15. de beroepen zijn ongegrond. Dat betekent dat de aanvragen van eisers terecht niet in behandeling zijn genomen en dat eisers mogen worden overgedragen aan België. Eisers krijgen geen vergoeding van hun proceskosten.
Beslissing
De rechtbank verklaart de beroepen ongegrond.

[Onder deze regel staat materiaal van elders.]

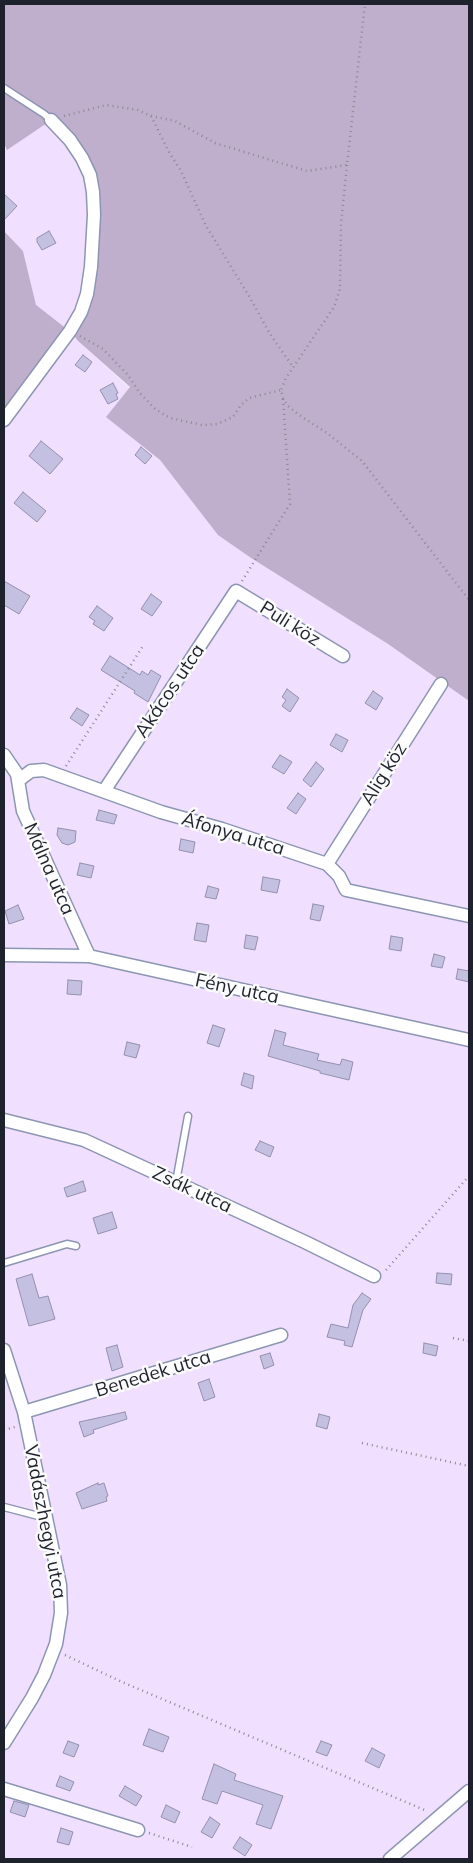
<!DOCTYPE html>
<meta charset="utf-8">
<style>
body{margin:0}
#map{position:relative;width:473px;height:1863px;overflow:hidden;background:#fbfbfb;font-family:Mulish,sans-serif}
canvas{display:block}
.frame{position:absolute;inset:0;border:5px solid #1e222d;pointer-events:none}
</style>
<div id="map">
<canvas width="473" height="1863"></canvas>
<div class="frame"></div>
</div>
<script>
const ctx = document.querySelector('canvas').getContext('2d');
ctx.lineJoin = 'round';
function fillPath(path, color) { ctx.fillStyle = color; ctx.fill(path, 'evenodd'); }
const toPath = rows => new Path2D(rows.map(r => 'M' + r).join(''));
function trace(path, color, width, dash) { ctx.strokeStyle = color; ctx.lineWidth = width; ctx.lineCap = dash ? 'butt' : 'round'; ctx.setLineDash(dash || []); ctx.stroke(path); }
function label(font, color, halo, rows, align = 'center') {
  ctx.font = font + ' Mulish,sans-serif'; ctx.lineWidth = 5; ctx.setLineDash([]); ctx.textBaseline = 'middle'; ctx.strokeStyle = halo; ctx.fillStyle = color; for (const [text, x, y, turn = 0] of rows) {
    ctx.save(); ctx.translate(x, y); ctx.rotate((+turn || 0) * Math.PI / 180); ctx.textAlign = isNaN(turn) ? turn : align; if (halo) ctx.strokeText(text, 0, 0); ctx.fillText(text, 0, 0); ctx.restore();
  }
}
const green = toPath([
 [51,120,90,175,87,294,67,329,36,306,23,251,4,231,4,144,6,149],
 [70,331,78,341,130,388,107,416,160,460,219,535,251,558,388,644,469,701,469,1859,4,1859,4,412]
]);
const forest = toPath([
 [4,4,469,4,469,701,388,644,251,558,218,535,160,460,106,417,130,387,78,341,70,331,4,412,4,231,23,251,36,305,67,329,87,294,90,175,50,121,7,150,4,144]
]);
const building = toPath([
 [4,194,17,206,4,220,4,194],
 [49,231,56,243,42,250,37,242,37,238,49,231],
 [83,355,92,362,85,372,75,365,83,355],
 [113,383,118,393,116,394,118,399,108,404,100,390,113,383],
 [41,441,63,459,50,474,29,456,41,441],
 [141,447,152,456,145,464,135,455,141,447],
 [23,492,46,511,37,522,14,503,23,492],
 [4,581,30,596,19,614,4,605,4,581],
 [151,594,162,602,152,616,141,609,151,594],
 [97,606,113,618,104,631,93,624,95,621,89,617,97,606],
 [110,656,140,675,142,671,148,675,151,670,161,676,148,702,134,693,135,691,101,670,110,656],
 [287,689,299,698,290,712,282,706,286,700,282,697,287,689],
 [373,691,383,698,376,710,365,703,373,691],
 [77,708,89,715,82,726,70,718,77,708],
 [336,734,348,740,342,752,330,745,336,734],
 [280,755,292,762,284,774,272,767,280,755],
 [316,762,324,769,311,787,303,780,316,762],
 [298,793,306,799,296,814,287,808,298,793],
 [99,810,117,815,114,824,96,820,99,810],
 [58,828,76,831,75,842,68,845,62,843,57,835,58,828],
 [181,839,195,842,193,853,179,850,181,839],
 [80,863,94,866,91,878,77,875,80,863],
 [263,877,280,880,277,893,261,890,263,877],
 [208,886,219,889,216,899,205,897,208,886],
 [313,904,324,906,320,921,310,919,313,904],
 [18,905,24,919,9,924,5,911,18,905],
 [197,923,209,925,206,942,194,940,197,923],
 [246,935,258,937,255,950,244,948,246,935],
 [391,936,403,938,401,951,389,949,391,936],
 [434,954,445,957,442,968,431,966,434,954],
 [458,969,469,971,469,982,456,979,458,969],
 [68,980,82,981,81,995,67,994,68,980],
 [213,1025,225,1029,219,1047,207,1043,213,1025],
 [275,1030,286,1033,283,1045,319,1054,317,1060,340,1065,342,1059,353,1062,349,1080,320,1073,320,1071,268,1056,275,1030],
 [127,1042,140,1045,136,1058,124,1055,127,1042],
 [244,1073,254,1076,252,1089,241,1085,244,1073],
 [260,1141,274,1147,270,1157,255,1150,260,1141],
 [83,1181,86,1191,67,1197,64,1188,83,1181],
 [112,1212,117,1228,98,1234,93,1218,112,1212],
 [437,1273,452,1274,451,1285,436,1283,437,1273],
 [32,1274,39,1298,48,1296,55,1319,29,1326,16,1279,32,1274],
 [362,1293,371,1299,363,1310,352,1347,344,1345,345,1341,327,1337,331,1324,348,1328,353,1305,362,1293],
 [424,1343,438,1346,436,1356,423,1353,424,1343],
 [117,1345,123,1367,112,1371,106,1348,117,1345],
 [270,1353,274,1365,264,1369,260,1356,270,1353],
 [209,1379,215,1397,204,1401,198,1383,209,1379],
 [125,1412,127,1419,93,1430,94,1433,84,1437,79,1422,125,1412],
 [319,1414,330,1417,327,1429,316,1426,319,1414],
 [98,1483,98,1485,104,1483,108,1496,106,1497,107,1501,82,1509,76,1493,98,1483],
 [149,1729,169,1737,163,1752,143,1745,149,1729],
 [68,1741,79,1745,74,1757,63,1753,68,1741],
 [321,1741,332,1745,327,1756,316,1752,321,1741],
 [372,1748,385,1755,379,1768,365,1761,372,1748],
 [214,1764,236,1774,234,1780,283,1796,271,1829,256,1824,263,1805,222,1791,217,1804,202,1799,214,1764],
 [60,1776,74,1782,70,1791,56,1786,60,1776],
 [125,1786,142,1796,136,1806,119,1796,125,1786],
 [14,1801,29,1805,25,1817,10,1812,14,1801],
 [166,1805,180,1812,175,1823,161,1817,166,1805],
 [210,1817,220,1824,212,1838,201,1832,210,1817],
 [61,1828,73,1832,69,1845,57,1842,61,1828],
 [240,1837,252,1845,245,1856,233,1848,240,1837]
]);
const path = toPath([
 [64,116,106,105,138,110,151,116,169,152,181,171,206,226,249,296,270,334,293,367],
 [151,116,175,121,215,143,307,171,347,165,365,4],
 [347,165,341,224,340,289,334,307,286,378,281,390,283,398,288,406,299,415,327,433,362,461,469,600],
 [80,336,103,349,128,375,139,392,155,409,170,418,202,425,217,424,233,417,241,405,249,398,281,390],
 [242,581,290,504,283,398],
 [66,766,143,646],
 [386,1270,469,1176],
 [453,1338,469,1341],
 [4,1430,15,1427],
 [362,1443,469,1466],
 [65,1655,122,1682,427,1811],
 [149,1833,192,1847]
]);
const service = toPath([
 [4,88,44,114,51,120],
 [176,1182,188,1116],
 [4,1263,67,1244,76,1246],
 [4,1507,46,1518]
]);
const minor = toPath([
 [4,420,70,331,81,312,87,294,91,267,94,215,93,192,90,175,82,158,70,140,51,120],
 [4,755,17,774,23,811,89,956],
 [19,780,31,771,44,770,161,812,222,829,327,864,339,876,346,890,469,916],
 [104,791,236,591,343,656],
 [327,864,441,684],
 [4,955,89,956,469,1040],
 [4,1120,84,1140,305,1242,374,1276],
 [4,1350,24,1412,60,1585,61,1613,56,1644,44,1675,32,1698,4,1743],
 [24,1412,281,1335],
 [4,1789,138,1830],
 [390,1859,469,1791]
]);
const streetNames = [
 ["Puli köz",290,624,32],
 ["Akácos utca",170,691,-56],
 ["Alig köz",384,774,-58],
 ["Áfonya utca",233,834,17],
 ["Málna utca",49,869,66],
 ["Fény utca",237,989,12],
 ["Zsák utca",192,1190,25],
 ["Benedek utca",153,1374,-17],
 ["Vadászhegyi utca",45,1522,79]
];
fillPath(green, '#f1dfff');
fillPath(forest, '#c0aecd');
fillPath(building, '#c4c0e2');
trace(building, '#9491af', 1);
trace(service, '#8c96b3', 9);
trace(minor, '#8c96b3', 15);
trace(path, '#898b91', 2.5, [1, 4]);
trace(service, '#fff', 6);
trace(minor, '#fff', 12);
label('19px', '#1e222d', '#fbfbfb', streetNames);
</script>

Deze uitspraak is gedaan door mr. J.H. Lange, rechter, in aanwezigheid van K.F.K. Hoogbruin, griffier.

9.ECLI:NL:RVS:2024:1860.

De uitspraak is uitgesproken in het openbaar en bekendgemaakt op:
06 maart 2025
Informatie over hoger beroep
Een partij die het niet eens is met deze uitspraak, kan een hogerberoepschrift sturen naar de Afdeling bestuursrechtspraak van de Raad van State waarin wordt uitgelegd waarom deze partij het niet eens is met de uitspraak. Het hogerberoepschrift moet worden ingediend binnen 1 week na de dag waarop deze uitspraak is verzonden. Kan de indiener de behandeling van het hoger beroep niet afwachten, omdat de zaak spoed heeft, dan kan de indiener de voorzieningenrechter van de Afdeling bestuursrechtspraak van de Raad van State vragen om een voorlopige voorziening (een tijdelijke maatregel) te treffen.